:: REQUIRED ACTION ::
Copy every entry below exactly as it appears, leaving out the images.

:: PROVIDED DATA ::
=======

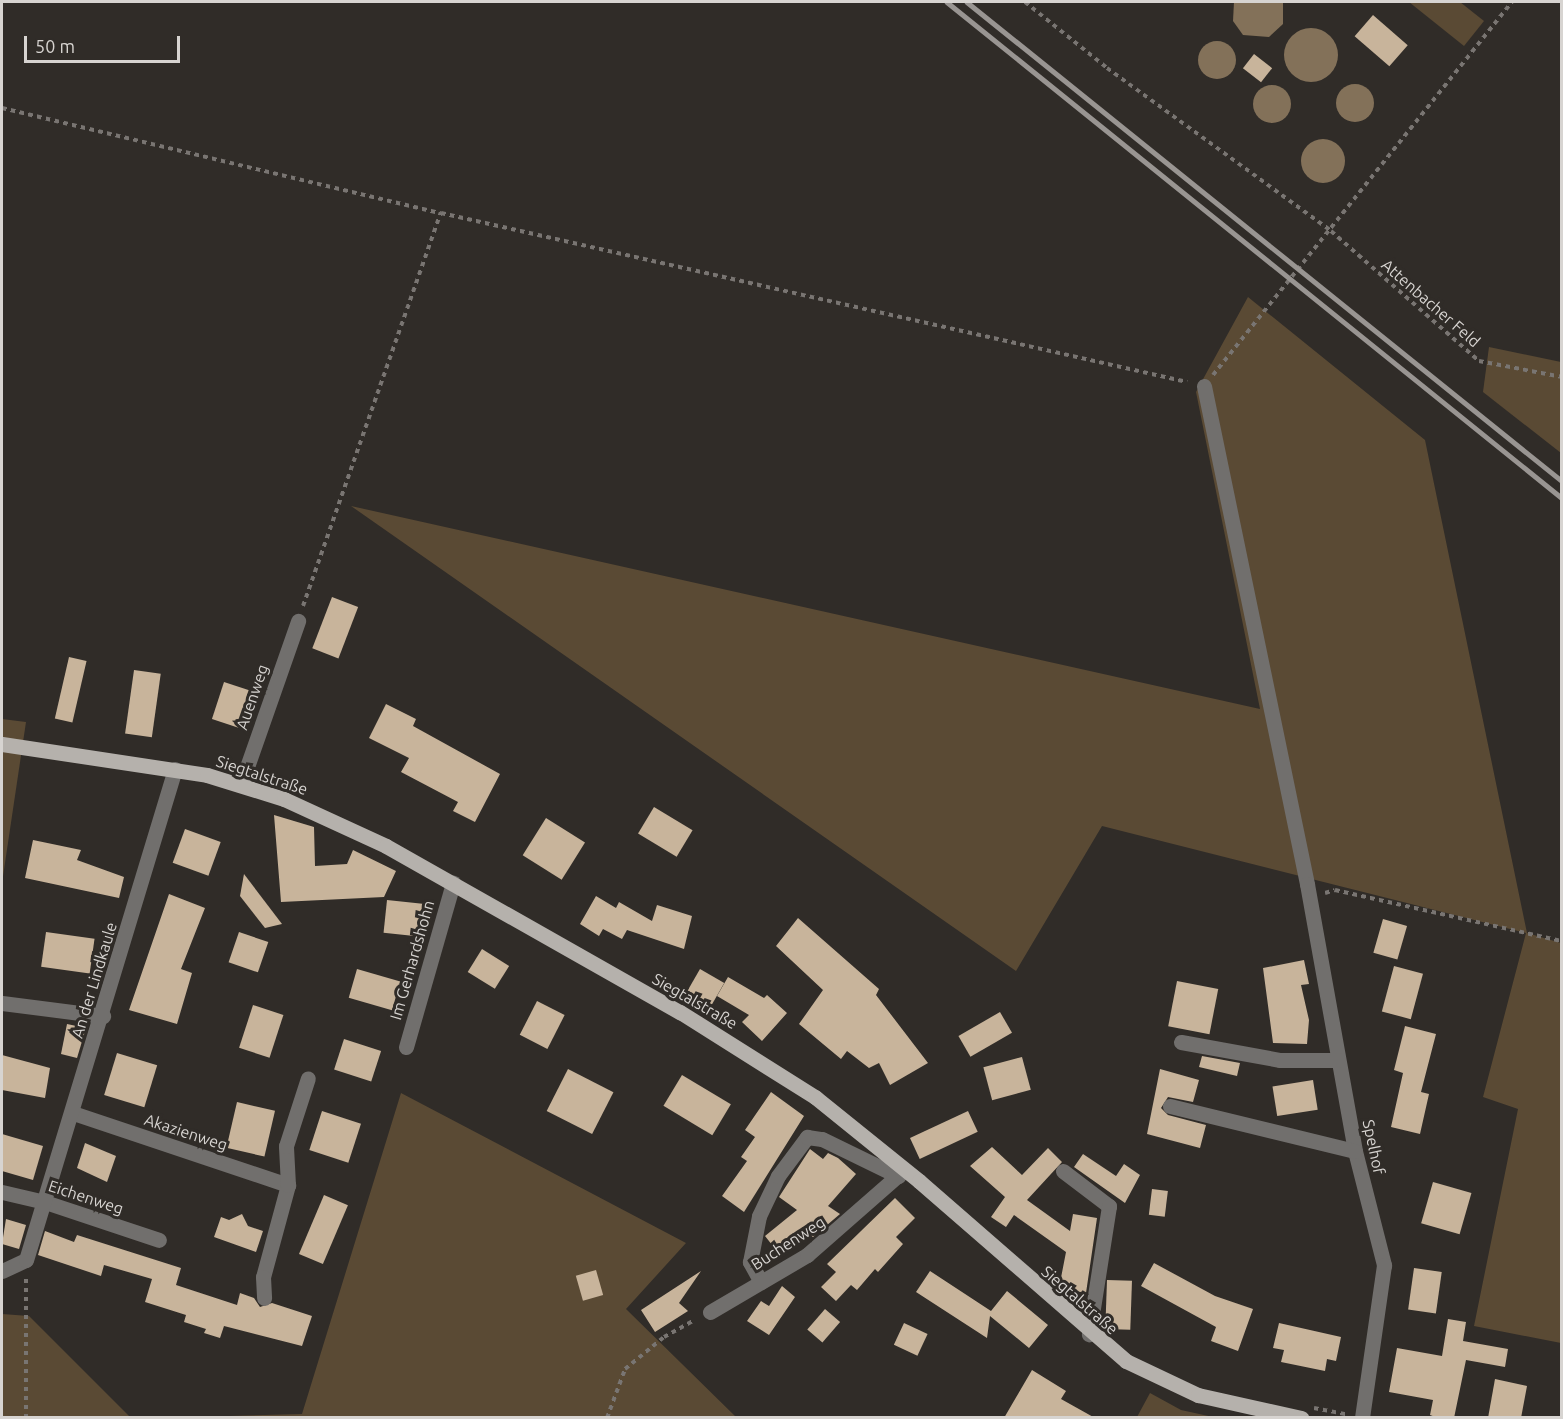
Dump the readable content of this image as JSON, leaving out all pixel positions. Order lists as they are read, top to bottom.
{
  "streets": {
    "main road": ["Siegtalstraße"],
    "street": [
      "Auenweg",
      "Im Gerhardshohn",
      "An der Lindkaule",
      "Akazienweg",
      "Spelhof",
      "Eichenweg",
      "Buchenweg"
    ],
    "path": ["Attenbacher Feld"]
  },
  "crossings": [
    ["Auenweg", "Siegtalstraße"],
    ["Siegtalstraße", "Im Gerhardshohn"],
    ["Siegtalstraße", "An der Lindkaule"],
    ["Siegtalstraße", "Buchenweg"],
    ["An der Lindkaule", "Akazienweg"],
    ["An der Lindkaule", "Eichenweg"]
  ],
  "scale_bar": "50 m"
}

=======

:: EXPECTED ANSWER ::
Dump the readable content of this image as JSON, leaving out all pixel positions. Order lists as they are read, top to bottom.
{
  "streets": {
    "main road": ["Siegtalstraße"],
    "street": [
      "Auenweg",
      "Im Gerhardshohn",
      "An der Lindkaule",
      "Akazienweg",
      "Spelhof",
      "Eichenweg",
      "Buchenweg"
    ],
    "path": ["Attenbacher Feld"]
  },
  "crossings": [
    ["Auenweg", "Siegtalstraße"],
    ["Siegtalstraße", "Im Gerhardshohn"],
    ["Siegtalstraße", "An der Lindkaule"],
    ["Siegtalstraße", "Buchenweg"],
    ["An der Lindkaule", "Akazienweg"],
    ["An der Lindkaule", "Eichenweg"]
  ],
  "scale_bar": "50 m"
}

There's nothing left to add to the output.